Assignments
LING 467

New assignments will be added here each week.

Assignment 1 -- Due 19 Jan 04

1. Reading:
 a. Chapter 1 of Modern Information Retrieval by Baeza-Yates and Ribeiro-Neto
 b. Article by Grefenstette and Tapanainen
    What is a Word? What is a Sentence? (1994)

2. Send me email that provides me with the following information.

Your name
Your email address
Your status (undergrad, grad, which program you are in)
What prior programming experience do you have?
What would you like to get from this course?
Do you have a personal computer? If so, what kind?

3. Download perl and install it on your machine.


Assignment 2 -- Due 26 Jan 04

1. Reading
 a. Chapter 2 of Modern Information Retrieval by Baeza-Yates and Ribeiro-Neto
 b. Steve Lawrence and C. Lee Giles, NEC Research Institute
   Searching the World Wide Web - From Science Magazine

2. Program
Write a perl program to find words in a text file, count them and
display a frequency list for the  words in the text.  Your program
should use a subroutine that accepts a string as input and returns
a list of the words found.  Try to make your function be a good one,
not just the simplest thing that works.
  • Here is some Test Data that could be used to test your program. 3. Find at least one example of some string that would be problematic for a word finding program, e.g. "4x4" or "$1million". (Send me an email with your example(s)).
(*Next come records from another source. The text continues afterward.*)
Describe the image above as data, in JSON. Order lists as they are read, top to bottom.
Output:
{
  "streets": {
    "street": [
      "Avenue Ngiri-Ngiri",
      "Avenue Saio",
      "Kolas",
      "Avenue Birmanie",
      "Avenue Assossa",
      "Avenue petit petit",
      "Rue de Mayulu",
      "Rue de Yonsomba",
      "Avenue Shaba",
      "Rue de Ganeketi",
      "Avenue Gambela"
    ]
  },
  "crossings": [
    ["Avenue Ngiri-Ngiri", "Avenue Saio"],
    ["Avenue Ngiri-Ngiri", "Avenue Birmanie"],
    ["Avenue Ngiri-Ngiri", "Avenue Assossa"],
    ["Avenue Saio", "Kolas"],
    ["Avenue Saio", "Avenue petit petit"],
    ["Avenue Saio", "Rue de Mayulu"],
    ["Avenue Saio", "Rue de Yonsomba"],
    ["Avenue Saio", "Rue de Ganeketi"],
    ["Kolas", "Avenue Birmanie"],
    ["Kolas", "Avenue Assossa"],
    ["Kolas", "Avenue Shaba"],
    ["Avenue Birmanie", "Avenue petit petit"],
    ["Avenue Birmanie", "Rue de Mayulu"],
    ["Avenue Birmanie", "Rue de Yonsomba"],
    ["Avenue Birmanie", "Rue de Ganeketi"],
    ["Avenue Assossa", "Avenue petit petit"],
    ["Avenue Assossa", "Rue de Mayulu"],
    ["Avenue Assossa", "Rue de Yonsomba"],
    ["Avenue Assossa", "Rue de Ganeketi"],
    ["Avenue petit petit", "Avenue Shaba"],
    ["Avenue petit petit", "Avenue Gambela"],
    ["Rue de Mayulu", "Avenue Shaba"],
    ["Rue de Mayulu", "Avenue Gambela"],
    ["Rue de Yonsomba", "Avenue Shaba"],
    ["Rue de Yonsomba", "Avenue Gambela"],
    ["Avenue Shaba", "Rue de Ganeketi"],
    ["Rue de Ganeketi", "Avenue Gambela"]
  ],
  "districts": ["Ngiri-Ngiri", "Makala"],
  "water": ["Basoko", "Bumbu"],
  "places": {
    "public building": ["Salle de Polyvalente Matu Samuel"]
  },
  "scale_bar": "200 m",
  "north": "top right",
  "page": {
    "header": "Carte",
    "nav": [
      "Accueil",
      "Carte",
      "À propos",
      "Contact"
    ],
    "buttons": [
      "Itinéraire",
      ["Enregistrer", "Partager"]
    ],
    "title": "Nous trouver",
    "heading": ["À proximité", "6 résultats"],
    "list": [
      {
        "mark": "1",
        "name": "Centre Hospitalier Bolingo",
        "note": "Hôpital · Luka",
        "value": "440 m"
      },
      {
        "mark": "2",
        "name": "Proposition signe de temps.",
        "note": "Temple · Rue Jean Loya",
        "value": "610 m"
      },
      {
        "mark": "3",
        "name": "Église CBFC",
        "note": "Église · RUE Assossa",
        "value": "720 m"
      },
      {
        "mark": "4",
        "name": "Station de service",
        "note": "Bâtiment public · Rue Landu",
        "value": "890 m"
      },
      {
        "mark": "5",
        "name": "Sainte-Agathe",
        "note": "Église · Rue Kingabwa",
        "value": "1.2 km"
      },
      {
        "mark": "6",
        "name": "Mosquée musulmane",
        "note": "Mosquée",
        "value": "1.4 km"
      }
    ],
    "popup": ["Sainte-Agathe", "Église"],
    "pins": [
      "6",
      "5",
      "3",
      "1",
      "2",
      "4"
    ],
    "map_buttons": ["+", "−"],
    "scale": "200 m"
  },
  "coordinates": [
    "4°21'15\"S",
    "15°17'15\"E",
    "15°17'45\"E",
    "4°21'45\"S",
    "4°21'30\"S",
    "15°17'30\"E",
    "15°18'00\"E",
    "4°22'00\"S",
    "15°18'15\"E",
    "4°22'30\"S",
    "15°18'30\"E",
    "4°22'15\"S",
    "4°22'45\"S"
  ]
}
    Assignment 3 -- Due 10 Feb 04

    
    General Instructions
    Each time I make a programming assignment, everyone in
    the class will be turning in a program. In order to keep
    track of each student's programs, I would like you to
    adopt the following naming convention. Please make the
    name of each program start with your initials followed
    by _HWn.pl  (where n is the number of the assignment
    to which you are responding). Thus, for assignment 2,
    my program would be called GVW_HW2.pl. If you need to
    turn in more than one program for a single assignment,
    place A, B, ... after the assignment number (e.g.
    GVW_HW2A.pl).
    
    1. Program
    Refine your word finding program. This time, you should
    make a subroutine called TokenizeWords that takes a
    text string as an arguement and returns an array of the
    words in the string. Your program should work with
    the driver program provided HERE. The text that I used
    for testing your previous assignments and discussed in
    class is available HERE.
    
    2. Program
    Make a subroutine called IndexableWords that takes
    a list of words (from TokenizeWords) and post-processes
    them into a list of words for indexing. It should work
    with the same driver program as above.
    
    Note: We will talk about this assignment in class.
    
    

    Assignment 4 -- Due 17 Feb 04

    1. Reading
    Chapter 4 of Modern Information Retrieval by Baeza-Yates and Ribeiro-Neto
    
    2. Program
    Write a program that will process a file. Your program should:
      a. Identify documents (document boundaries)
      b. Identify metadata like title and date
      c. Identify the text body of the document
    
    Your output does not need to be elaborate. This will become a part
    of your indexer where the output will be the index files.      
    

    Assignment 5 -- Due 22 Feb 04

    1. Reading
    Chapter 8 of Modern Information Retrieval by Baeza-Yates and Ribeiro-Neto
    
    2. Program
    In assignments 2 and 3, you wrote a subroutine to find words in a text.
    In assignment 4, you wrote a program to handle multiple documents. For
    this assignment, you should merge the two. Your program should accept a
    list of files, each of which may contain multiple documents. It should
    loop through the documents and extract relevant metadata (at least the
    title) and identify the body of the text. For each document, your program
    should print out the title, the total number of words (tokens) in the
    text and the number of distinct words (types) in the text.
    
    

    Assignment 6 -- Due 23 March 04

    
    Program: Enhance your program from Assignment 5 to build your indexer.
    You should either use the three file index structure discussed in
    class or submit a description of the structure that you are using.
    You will need to keep track of things like the byte position of the
    documents to support retrieval later.
    
    

    Assignment 7 -- Due 30 March 04

    Write a preliminary version of your search engine.
    Use the index files that you generated last time to
    find files that contain words from a user query.